> Assigned task: Copy each line of the data exactly. Leave nothing out.

> Extracted entries:
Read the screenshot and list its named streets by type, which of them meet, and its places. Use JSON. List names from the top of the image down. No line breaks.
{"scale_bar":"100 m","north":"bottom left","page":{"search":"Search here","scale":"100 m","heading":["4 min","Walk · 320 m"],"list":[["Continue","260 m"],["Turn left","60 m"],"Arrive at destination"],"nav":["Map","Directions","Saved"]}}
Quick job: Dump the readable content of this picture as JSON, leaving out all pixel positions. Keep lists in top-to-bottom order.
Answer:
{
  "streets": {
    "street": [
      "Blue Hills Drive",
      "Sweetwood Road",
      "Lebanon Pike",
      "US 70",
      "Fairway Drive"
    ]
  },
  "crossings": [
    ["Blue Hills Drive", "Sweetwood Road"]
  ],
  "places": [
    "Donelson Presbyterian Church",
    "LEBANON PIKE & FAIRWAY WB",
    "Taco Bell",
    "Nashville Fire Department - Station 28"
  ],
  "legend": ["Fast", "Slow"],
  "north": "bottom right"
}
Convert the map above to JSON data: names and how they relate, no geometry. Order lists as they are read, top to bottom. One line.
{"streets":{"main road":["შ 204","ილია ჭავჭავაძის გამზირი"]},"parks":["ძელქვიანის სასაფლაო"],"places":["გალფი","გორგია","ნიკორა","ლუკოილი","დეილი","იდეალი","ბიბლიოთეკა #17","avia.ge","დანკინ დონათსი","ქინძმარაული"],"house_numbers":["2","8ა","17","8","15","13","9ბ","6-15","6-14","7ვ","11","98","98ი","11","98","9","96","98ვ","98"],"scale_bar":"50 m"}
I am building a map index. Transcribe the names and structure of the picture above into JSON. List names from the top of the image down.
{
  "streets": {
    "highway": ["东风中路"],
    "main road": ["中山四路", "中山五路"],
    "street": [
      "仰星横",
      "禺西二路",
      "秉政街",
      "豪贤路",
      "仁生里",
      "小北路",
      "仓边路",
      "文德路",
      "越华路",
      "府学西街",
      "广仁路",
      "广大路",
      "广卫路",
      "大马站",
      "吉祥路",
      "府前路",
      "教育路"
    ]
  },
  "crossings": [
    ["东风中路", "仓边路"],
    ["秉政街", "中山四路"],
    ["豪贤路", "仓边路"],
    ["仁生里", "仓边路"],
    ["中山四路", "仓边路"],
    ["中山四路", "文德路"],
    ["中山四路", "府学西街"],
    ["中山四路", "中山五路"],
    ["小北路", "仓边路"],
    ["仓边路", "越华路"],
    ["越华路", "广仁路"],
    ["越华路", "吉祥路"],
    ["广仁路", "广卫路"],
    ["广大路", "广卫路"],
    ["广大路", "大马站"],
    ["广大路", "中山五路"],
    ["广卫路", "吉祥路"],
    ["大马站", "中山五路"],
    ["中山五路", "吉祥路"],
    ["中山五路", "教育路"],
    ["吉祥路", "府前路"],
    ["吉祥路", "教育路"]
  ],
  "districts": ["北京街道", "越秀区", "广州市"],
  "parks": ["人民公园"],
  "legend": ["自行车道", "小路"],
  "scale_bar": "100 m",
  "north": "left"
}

> Task result:
Read the screenshot and list its named streets by type, which of them meet, and its places. Use JSON. List names from the top of the image down. No line breaks.
{"scale_bar":"100 m","north":"bottom left","page":{"search":"Search here","scale":"100 m","heading":["4 min","Walk · 320 m"],"list":[["Continue","260 m"],["Turn left","60 m"],"Arrive at destination"],"nav":["Map","Directions","Saved"]}}
Quick job: Dump the readable content of this picture as JSON, leaving out all pixel positions. Keep lists in top-to-bottom order.
Answer:
{
  "streets": {
    "street": [
      "Blue Hills Drive",
      "Sweetwood Road",
      "Lebanon Pike",
      "US 70",
      "Fairway Drive"
    ]
  },
  "crossings": [
    ["Blue Hills Drive", "Sweetwood Road"]
  ],
  "places": [
    "Donelson Presbyterian Church",
    "LEBANON PIKE & FAIRWAY WB",
    "Taco Bell",
    "Nashville Fire Department - Station 28"
  ],
  "legend": ["Fast", "Slow"],
  "north": "bottom right"
}
Convert the map above to JSON data: names and how they relate, no geometry. Order lists as they are read, top to bottom. One line.
{"streets":{"main road":["შ 204","ილია ჭავჭავაძის გამზირი"]},"parks":["ძელქვიანის სასაფლაო"],"places":["გალფი","გორგია","ნიკორა","ლუკოილი","დეილი","იდეალი","ბიბლიოთეკა #17","avia.ge","დანკინ დონათსი","ქინძმარაული"],"house_numbers":["2","8ა","17","8","15","13","9ბ","6-15","6-14","7ვ","11","98","98ი","11","98","9","96","98ვ","98"],"scale_bar":"50 m"}
I am building a map index. Transcribe the names and structure of the picture above into JSON. List names from the top of the image down.
{
  "streets": {
    "highway": ["东风中路"],
    "main road": ["中山四路", "中山五路"],
    "street": [
      "仰星横",
      "禺西二路",
      "秉政街",
      "豪贤路",
      "仁生里",
      "小北路",
      "仓边路",
      "文德路",
      "越华路",
      "府学西街",
      "广仁路",
      "广大路",
      "广卫路",
      "大马站",
      "吉祥路",
      "府前路",
      "教育路"
    ]
  },
  "crossings": [
    ["东风中路", "仓边路"],
    ["秉政街", "中山四路"],
    ["豪贤路", "仓边路"],
    ["仁生里", "仓边路"],
    ["中山四路", "仓边路"],
    ["中山四路", "文德路"],
    ["中山四路", "府学西街"],
    ["中山四路", "中山五路"],
    ["小北路", "仓边路"],
    ["仓边路", "越华路"],
    ["越华路", "广仁路"],
    ["越华路", "吉祥路"],
    ["广仁路", "广卫路"],
    ["广大路", "广卫路"],
    ["广大路", "大马站"],
    ["广大路", "中山五路"],
    ["广卫路", "吉祥路"],
    ["大马站", "中山五路"],
    ["中山五路", "吉祥路"],
    ["中山五路", "教育路"],
    ["吉祥路", "府前路"],
    ["吉祥路", "教育路"]
  ],
  "districts": ["北京街道", "越秀区", "广州市"],
  "parks": ["人民公园"],
  "legend": ["自行车道", "小路"],
  "scale_bar": "100 m",
  "north": "left"
}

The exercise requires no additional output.